▶ [Instructions to follow]
Below are several entries. Transcribe exactly those lines that fall from the one with "inset:0; background:#3d67dc; transform-origin:0" through the one with "translate:-50% -50%; white-space:nowrap;", end lines included.

▶ [Stored entries]
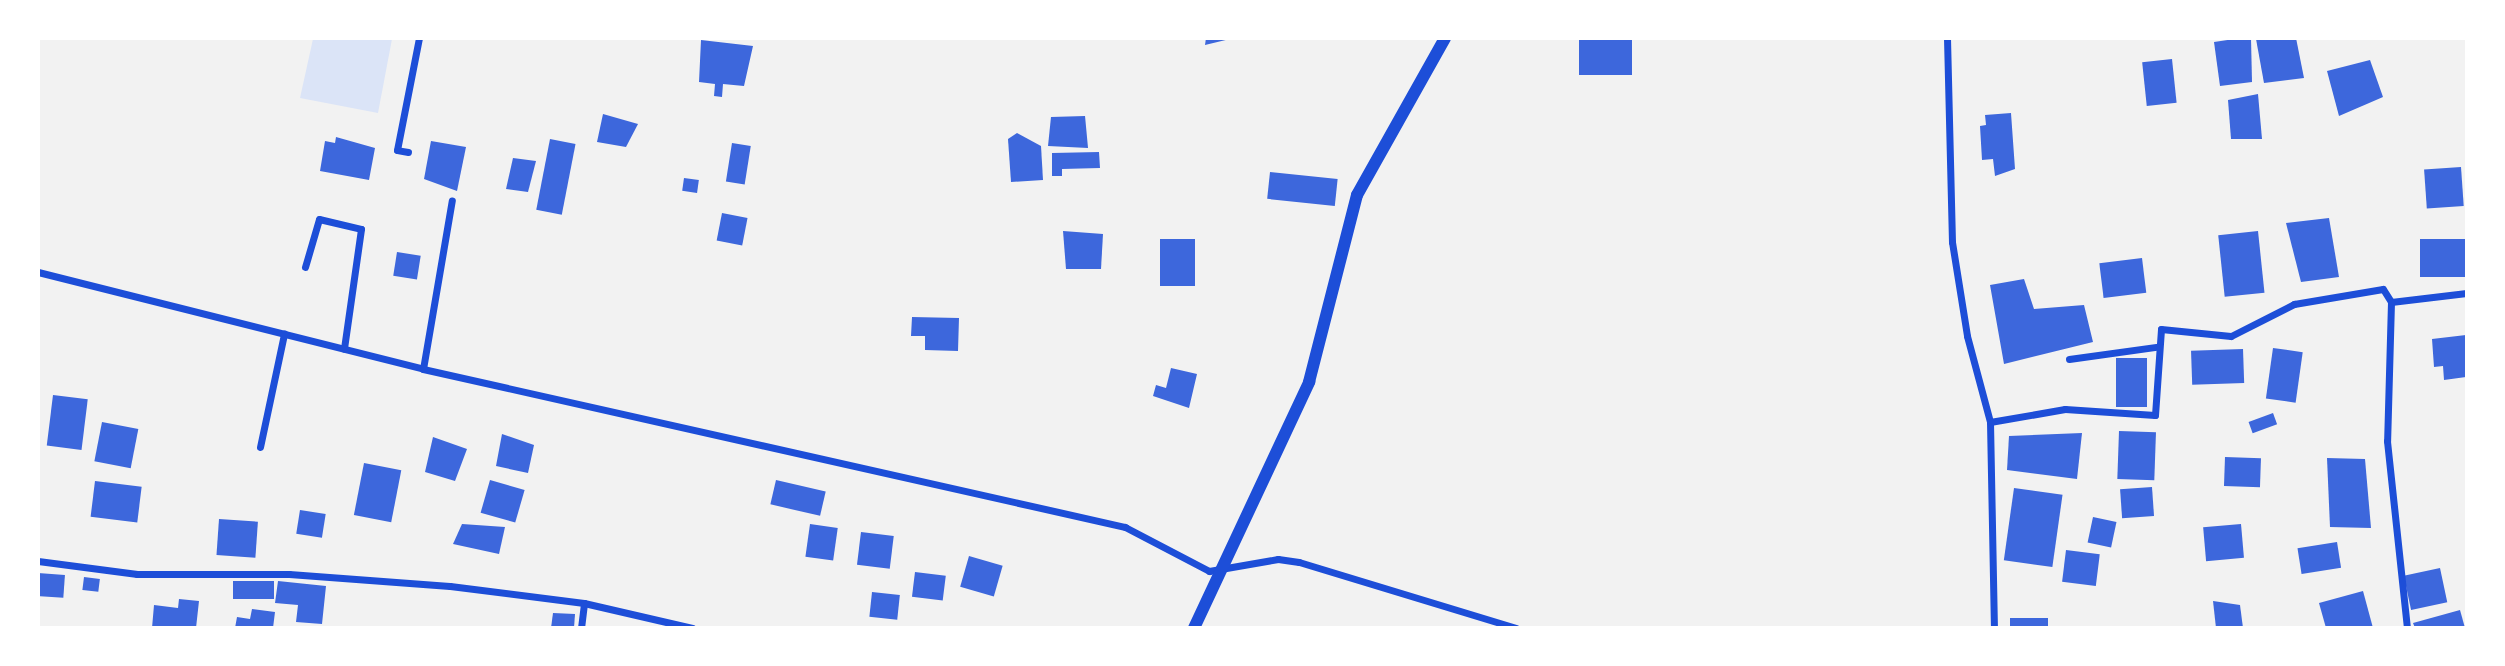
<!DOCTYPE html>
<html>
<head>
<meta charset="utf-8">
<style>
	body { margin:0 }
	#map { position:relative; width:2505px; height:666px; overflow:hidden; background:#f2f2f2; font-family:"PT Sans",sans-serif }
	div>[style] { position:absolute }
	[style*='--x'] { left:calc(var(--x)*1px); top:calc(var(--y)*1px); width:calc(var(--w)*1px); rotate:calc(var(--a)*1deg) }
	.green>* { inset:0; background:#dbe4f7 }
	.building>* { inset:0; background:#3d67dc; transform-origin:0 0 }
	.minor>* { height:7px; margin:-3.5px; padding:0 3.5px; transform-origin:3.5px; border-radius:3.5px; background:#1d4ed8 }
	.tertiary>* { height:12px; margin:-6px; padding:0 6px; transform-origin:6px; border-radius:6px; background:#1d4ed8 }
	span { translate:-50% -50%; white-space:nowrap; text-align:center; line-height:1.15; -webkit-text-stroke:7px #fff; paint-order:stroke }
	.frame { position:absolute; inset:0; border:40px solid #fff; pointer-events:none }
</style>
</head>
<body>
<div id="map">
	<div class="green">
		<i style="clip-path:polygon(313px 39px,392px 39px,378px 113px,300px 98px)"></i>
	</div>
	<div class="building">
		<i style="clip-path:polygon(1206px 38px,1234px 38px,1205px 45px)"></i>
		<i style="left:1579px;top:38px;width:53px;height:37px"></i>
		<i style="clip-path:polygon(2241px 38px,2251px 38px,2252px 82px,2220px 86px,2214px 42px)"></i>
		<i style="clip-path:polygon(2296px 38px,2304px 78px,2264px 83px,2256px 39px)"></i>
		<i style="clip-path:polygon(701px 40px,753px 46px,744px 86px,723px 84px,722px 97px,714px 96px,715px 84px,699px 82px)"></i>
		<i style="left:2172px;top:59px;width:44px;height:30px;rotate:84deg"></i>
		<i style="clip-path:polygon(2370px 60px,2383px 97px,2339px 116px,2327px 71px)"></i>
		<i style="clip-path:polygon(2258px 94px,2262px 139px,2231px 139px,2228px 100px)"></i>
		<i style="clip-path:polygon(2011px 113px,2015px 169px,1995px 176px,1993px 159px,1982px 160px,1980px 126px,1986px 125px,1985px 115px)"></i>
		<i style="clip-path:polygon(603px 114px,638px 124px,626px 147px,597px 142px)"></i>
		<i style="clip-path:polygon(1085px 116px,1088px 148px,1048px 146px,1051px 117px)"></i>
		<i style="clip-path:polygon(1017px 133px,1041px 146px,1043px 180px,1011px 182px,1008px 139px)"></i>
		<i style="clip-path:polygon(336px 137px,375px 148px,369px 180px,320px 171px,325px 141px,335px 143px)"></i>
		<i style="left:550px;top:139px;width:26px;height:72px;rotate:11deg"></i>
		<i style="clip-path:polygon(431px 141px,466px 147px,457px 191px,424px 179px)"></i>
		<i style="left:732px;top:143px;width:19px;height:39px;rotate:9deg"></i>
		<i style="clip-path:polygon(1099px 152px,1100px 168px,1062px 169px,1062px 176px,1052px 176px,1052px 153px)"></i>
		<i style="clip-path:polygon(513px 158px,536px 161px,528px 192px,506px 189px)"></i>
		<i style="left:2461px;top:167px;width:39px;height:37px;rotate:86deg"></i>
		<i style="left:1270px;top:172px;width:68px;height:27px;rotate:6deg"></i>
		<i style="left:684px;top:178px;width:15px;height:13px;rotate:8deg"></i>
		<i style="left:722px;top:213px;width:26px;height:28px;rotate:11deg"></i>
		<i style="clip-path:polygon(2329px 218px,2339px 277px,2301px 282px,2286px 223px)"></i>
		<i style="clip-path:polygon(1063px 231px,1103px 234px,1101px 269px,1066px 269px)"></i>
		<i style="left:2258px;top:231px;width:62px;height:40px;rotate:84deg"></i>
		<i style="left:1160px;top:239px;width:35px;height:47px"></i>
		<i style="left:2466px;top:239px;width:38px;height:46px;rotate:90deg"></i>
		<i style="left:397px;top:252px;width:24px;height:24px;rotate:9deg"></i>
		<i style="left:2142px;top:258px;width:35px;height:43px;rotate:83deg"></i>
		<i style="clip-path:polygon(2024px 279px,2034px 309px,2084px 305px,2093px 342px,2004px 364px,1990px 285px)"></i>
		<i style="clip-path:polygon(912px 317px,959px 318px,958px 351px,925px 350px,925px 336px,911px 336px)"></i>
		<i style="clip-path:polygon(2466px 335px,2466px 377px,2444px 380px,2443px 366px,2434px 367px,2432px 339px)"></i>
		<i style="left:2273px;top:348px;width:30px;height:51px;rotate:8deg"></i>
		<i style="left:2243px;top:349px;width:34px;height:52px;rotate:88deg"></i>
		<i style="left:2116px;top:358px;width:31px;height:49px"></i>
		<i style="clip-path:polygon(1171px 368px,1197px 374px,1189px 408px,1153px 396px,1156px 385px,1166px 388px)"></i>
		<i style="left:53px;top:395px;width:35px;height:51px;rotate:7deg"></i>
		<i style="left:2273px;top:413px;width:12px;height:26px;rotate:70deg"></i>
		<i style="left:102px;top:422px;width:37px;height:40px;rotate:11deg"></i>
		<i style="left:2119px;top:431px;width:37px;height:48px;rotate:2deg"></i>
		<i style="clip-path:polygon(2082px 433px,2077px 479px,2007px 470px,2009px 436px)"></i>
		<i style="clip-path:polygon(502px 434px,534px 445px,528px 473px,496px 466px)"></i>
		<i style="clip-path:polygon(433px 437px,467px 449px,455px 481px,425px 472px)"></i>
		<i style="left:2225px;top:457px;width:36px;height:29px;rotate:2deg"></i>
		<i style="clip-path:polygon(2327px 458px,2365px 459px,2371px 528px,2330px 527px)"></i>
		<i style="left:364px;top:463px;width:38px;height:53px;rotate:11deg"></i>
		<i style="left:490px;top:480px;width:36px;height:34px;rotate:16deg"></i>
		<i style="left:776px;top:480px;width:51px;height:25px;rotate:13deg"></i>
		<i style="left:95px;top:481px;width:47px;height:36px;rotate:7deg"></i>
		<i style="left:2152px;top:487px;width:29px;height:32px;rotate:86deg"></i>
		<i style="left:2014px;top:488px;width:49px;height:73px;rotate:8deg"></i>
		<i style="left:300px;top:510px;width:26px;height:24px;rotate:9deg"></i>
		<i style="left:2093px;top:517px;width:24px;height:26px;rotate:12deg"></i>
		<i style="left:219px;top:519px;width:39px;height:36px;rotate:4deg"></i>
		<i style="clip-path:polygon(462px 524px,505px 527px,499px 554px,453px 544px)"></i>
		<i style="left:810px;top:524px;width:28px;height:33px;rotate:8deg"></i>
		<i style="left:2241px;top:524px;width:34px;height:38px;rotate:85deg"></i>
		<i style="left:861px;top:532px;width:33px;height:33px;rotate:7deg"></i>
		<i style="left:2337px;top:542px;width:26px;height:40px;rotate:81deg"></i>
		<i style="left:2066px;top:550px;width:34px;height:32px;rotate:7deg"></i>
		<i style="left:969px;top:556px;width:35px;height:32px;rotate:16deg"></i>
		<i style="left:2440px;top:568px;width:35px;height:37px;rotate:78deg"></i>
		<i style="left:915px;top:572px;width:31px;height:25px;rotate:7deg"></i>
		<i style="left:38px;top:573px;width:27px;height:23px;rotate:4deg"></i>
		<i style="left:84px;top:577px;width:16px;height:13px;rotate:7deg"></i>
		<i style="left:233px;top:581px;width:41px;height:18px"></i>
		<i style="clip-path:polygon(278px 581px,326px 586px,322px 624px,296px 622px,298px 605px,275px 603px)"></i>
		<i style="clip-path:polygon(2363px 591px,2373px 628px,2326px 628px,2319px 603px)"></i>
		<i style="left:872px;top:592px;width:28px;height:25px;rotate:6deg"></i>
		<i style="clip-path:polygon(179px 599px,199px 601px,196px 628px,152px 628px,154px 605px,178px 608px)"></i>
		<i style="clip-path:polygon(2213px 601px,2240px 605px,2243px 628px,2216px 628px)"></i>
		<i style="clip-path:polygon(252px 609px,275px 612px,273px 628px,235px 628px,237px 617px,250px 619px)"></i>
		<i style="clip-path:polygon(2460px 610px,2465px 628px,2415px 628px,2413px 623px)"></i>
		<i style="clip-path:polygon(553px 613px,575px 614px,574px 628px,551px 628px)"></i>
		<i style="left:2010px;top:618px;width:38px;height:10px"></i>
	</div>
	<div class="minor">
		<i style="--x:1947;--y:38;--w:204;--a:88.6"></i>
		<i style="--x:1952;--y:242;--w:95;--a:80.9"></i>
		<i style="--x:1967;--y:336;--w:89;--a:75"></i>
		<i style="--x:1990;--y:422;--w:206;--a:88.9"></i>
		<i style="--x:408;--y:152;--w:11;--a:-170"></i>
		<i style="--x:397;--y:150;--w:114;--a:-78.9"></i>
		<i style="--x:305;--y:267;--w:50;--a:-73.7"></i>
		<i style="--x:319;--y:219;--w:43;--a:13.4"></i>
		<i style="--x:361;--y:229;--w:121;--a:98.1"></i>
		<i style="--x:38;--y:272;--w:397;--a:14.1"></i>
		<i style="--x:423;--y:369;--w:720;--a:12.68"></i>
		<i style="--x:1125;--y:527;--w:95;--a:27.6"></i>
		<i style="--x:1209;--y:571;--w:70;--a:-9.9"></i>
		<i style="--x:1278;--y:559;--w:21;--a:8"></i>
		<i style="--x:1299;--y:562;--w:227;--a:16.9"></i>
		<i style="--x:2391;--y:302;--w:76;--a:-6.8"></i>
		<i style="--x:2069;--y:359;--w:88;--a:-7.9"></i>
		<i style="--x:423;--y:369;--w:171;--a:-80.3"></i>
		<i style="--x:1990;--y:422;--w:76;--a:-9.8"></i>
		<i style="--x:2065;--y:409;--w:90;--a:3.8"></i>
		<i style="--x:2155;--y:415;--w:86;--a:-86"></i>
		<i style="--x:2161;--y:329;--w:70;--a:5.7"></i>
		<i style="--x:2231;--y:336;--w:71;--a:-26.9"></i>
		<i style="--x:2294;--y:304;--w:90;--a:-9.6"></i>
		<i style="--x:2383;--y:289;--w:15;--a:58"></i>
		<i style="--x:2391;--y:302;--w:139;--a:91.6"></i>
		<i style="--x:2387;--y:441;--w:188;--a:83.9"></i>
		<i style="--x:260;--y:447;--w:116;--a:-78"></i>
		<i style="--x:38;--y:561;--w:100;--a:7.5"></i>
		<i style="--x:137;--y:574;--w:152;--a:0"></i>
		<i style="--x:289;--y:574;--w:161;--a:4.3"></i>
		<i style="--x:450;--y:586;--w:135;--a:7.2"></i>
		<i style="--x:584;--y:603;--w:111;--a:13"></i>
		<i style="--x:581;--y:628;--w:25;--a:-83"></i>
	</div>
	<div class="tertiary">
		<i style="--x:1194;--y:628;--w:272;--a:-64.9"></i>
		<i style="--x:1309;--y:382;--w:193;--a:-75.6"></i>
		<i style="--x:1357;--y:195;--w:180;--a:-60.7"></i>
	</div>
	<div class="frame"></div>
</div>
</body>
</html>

▶ [Solved exercise]
	.building>* { inset:0; background:#3d67dc; transform-origin:0 0 }
	.minor>* { height:7px; margin:-3.5px; padding:0 3.5px; transform-origin:3.5px; border-radius:3.5px; background:#1d4ed8 }
	.tertiary>* { height:12px; margin:-6px; padding:0 6px; transform-origin:6px; border-radius:6px; background:#1d4ed8 }
	span { translate:-50% -50%; white-space:nowrap; text-align:center; line-height:1.15; -webkit-text-stroke:7px #fff; paint-order:stroke }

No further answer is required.